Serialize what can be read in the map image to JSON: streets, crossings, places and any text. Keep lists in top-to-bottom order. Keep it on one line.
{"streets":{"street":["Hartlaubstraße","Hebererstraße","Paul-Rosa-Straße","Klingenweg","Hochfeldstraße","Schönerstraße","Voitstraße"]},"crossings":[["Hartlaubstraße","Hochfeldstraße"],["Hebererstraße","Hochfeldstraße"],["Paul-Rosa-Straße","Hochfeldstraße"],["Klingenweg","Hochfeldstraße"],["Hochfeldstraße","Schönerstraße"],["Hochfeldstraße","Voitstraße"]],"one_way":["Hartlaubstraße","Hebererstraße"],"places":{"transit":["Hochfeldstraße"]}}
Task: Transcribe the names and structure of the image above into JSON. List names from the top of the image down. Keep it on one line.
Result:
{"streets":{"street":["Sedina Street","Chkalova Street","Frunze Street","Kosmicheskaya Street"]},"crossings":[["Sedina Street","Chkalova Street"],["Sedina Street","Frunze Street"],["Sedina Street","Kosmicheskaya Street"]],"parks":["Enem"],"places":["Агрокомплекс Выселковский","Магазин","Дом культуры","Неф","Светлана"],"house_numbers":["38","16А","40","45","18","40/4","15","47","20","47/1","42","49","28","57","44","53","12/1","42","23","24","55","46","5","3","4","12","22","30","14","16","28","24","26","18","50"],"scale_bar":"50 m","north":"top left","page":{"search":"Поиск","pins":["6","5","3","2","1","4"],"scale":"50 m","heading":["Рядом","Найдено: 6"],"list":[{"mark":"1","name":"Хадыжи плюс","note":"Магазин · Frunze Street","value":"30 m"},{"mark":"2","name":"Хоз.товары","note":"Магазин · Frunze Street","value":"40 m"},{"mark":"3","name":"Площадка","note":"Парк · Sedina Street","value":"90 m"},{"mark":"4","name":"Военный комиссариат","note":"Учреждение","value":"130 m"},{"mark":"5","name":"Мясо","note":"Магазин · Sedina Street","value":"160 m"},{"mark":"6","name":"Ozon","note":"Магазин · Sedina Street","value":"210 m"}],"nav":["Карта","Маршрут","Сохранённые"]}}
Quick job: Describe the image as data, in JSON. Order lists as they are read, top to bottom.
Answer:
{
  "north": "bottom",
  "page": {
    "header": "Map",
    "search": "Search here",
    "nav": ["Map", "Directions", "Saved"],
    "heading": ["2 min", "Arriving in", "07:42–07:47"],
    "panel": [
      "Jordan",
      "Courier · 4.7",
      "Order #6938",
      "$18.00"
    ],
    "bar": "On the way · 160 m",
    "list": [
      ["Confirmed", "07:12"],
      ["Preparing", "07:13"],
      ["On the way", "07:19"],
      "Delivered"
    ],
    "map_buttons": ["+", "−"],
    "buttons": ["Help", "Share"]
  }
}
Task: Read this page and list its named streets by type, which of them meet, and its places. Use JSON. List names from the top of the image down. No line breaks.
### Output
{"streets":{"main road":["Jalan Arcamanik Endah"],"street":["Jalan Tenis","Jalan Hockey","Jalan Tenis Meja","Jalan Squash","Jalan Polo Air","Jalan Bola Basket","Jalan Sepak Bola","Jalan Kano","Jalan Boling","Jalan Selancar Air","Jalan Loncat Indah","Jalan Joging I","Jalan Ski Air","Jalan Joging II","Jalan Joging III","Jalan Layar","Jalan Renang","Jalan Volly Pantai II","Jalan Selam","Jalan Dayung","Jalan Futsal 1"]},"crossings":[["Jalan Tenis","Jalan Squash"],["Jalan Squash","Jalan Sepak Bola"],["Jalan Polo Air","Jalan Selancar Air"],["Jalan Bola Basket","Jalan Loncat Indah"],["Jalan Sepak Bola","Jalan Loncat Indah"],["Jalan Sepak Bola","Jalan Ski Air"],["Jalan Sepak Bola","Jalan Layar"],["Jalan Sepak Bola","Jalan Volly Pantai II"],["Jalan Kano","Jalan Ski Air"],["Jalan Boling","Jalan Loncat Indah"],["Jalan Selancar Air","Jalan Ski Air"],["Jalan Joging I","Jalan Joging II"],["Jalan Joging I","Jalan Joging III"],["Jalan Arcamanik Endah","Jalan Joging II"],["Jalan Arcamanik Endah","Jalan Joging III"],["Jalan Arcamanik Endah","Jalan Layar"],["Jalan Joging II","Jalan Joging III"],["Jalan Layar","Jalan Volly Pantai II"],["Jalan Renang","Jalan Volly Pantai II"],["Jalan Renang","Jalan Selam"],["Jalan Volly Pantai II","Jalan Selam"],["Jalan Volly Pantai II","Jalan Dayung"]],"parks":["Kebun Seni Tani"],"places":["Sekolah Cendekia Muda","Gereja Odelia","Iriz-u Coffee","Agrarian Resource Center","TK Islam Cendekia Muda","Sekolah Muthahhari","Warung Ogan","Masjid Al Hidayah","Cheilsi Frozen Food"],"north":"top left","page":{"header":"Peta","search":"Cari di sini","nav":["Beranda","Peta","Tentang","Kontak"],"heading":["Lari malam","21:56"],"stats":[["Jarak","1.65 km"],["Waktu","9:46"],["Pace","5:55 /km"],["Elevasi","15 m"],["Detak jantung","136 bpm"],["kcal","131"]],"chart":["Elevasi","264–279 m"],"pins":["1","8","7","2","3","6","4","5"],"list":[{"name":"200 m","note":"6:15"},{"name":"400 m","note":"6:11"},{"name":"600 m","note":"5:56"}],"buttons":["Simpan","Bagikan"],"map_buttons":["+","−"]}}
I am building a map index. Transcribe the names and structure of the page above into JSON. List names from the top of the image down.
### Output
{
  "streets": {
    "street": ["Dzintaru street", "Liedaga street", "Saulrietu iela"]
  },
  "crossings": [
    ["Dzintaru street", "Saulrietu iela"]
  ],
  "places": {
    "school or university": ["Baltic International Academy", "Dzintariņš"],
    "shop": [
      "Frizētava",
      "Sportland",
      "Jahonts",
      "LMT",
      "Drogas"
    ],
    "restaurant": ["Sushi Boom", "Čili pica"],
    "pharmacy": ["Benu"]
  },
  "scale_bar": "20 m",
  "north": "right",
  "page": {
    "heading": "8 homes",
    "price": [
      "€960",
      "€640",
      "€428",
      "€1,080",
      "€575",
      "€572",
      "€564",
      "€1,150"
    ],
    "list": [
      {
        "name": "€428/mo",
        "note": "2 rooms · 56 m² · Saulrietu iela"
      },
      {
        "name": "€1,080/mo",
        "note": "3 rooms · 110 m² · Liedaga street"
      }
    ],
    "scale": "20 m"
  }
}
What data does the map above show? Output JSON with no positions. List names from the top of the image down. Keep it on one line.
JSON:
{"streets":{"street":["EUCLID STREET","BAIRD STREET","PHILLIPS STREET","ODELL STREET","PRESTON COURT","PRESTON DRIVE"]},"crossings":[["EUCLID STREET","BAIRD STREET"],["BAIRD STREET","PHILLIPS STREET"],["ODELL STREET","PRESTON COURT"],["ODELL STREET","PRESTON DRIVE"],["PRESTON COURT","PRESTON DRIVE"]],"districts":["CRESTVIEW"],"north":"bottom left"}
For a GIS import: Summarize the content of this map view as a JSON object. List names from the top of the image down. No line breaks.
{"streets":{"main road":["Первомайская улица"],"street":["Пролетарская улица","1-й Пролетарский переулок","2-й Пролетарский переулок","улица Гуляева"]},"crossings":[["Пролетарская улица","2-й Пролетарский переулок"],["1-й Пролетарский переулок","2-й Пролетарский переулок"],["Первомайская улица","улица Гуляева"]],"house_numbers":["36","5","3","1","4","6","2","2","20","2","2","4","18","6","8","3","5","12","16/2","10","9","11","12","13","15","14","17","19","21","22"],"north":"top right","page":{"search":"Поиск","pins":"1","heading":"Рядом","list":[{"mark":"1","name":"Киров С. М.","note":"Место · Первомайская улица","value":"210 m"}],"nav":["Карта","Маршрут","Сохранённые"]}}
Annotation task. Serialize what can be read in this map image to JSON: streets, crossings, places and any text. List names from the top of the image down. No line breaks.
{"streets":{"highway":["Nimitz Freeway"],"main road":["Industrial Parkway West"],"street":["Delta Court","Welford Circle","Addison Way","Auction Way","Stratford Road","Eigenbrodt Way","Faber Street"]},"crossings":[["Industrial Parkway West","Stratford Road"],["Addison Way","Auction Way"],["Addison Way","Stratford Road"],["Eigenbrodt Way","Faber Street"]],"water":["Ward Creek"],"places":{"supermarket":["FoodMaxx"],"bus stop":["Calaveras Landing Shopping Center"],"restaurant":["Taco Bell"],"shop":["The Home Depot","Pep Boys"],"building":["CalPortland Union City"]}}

● ● ● ●

▶ _HOW TO COMPLETE THIS TASK_:
Within the data above, pick out all lines holding the word "iela".

▶ _FINISHED EXERCISE_:
    "street": ["Dzintaru street", "Liedaga street", "Saulrietu iela"]
    ["Dzintaru street", "Saulrietu iela"]
        "note": "2 rooms · 56 m² · Saulrietu iela"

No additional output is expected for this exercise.